Hence, leagues and teams are getting far less money from broadcasters, historically about 87% of their total revenue. Ticket sales account for less than 2%. The now-lifeless European Super League planned on big TV and streaming rights deals and, not to forget, cutting off smaller clubs.
Earliest reports in Italian sports daily Corriere dello Sport (April 18) about the TV-side of the European Super League suggest DAZN and its principal owner Len Blavatnik had been “involved” in the initial discussions, principally with financial giant JP Morgan, which became the principal underwriter. DAZN, reportedly, would pay US$3.5 billion. Rumblings of a new football league to challenge UEFA had been heard since January. Football clubs used this as a cudgel with UEFA for further organizational concessions.

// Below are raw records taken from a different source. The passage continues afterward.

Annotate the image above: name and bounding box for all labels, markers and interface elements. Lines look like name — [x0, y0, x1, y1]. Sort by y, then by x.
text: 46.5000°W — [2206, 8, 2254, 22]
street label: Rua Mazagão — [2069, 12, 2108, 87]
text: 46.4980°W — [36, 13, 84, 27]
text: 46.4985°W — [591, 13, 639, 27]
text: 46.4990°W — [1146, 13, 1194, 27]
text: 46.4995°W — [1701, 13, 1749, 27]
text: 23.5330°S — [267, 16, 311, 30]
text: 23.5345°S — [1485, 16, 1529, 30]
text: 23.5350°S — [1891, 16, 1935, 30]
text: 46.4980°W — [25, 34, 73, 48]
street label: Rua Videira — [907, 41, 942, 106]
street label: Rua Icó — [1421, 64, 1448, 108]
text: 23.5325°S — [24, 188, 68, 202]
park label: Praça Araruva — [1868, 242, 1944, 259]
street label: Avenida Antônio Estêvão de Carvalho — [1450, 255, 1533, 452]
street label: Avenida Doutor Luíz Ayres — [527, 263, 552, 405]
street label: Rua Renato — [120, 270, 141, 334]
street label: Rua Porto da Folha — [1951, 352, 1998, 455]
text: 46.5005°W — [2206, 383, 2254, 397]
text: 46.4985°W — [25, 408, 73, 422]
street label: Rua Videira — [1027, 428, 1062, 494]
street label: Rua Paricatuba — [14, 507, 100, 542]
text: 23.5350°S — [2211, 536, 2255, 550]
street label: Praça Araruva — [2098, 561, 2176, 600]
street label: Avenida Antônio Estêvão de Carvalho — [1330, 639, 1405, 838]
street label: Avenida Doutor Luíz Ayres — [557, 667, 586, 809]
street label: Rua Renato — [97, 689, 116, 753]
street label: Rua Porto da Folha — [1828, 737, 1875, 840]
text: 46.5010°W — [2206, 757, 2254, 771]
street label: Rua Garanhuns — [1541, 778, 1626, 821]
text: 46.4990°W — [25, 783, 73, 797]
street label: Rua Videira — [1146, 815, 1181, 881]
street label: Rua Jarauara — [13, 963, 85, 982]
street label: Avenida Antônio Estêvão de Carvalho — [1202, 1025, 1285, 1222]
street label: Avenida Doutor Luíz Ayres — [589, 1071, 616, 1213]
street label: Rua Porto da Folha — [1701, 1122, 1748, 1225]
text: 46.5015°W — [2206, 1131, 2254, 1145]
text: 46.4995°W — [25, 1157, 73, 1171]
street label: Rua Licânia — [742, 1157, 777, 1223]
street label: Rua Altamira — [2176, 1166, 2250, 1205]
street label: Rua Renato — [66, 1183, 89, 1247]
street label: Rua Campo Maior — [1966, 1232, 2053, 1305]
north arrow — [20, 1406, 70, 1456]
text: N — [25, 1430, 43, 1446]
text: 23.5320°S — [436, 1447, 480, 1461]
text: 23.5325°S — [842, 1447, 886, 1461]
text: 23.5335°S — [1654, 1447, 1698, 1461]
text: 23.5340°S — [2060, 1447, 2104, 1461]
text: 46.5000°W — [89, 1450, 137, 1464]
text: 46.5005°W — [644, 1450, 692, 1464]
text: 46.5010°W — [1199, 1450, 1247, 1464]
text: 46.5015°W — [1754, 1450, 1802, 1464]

In the end the European Super League crashed like hot air balloon. Potential rights holders DAZN and Sky along with Facebook and Amazon denied any knowledge of the deal or conversations there with. All the English Premier League teams backed out as fans, sports writers and, even, Prime Minister Boris Johnson heaped scorn. "We clearly misjudged how this deal would be viewed by the wider football community and how it might impact them in the future," said a JP Morgan spokesperson, quoted by Reuters (April 23). "We will learn from this.”
“When all this passes, let’s see what happens,” said Real Madrid president Florentino Perez. “These clubs are going to lose millions and cannot do that, apart from those in England. Some league presidents and the president of UEFA were incredibly aggressive. I’ve never seen anything like it. It was orchestrated.” The “millions” in reference are, apparently, fees due from the clubs breaking a “binding contract.”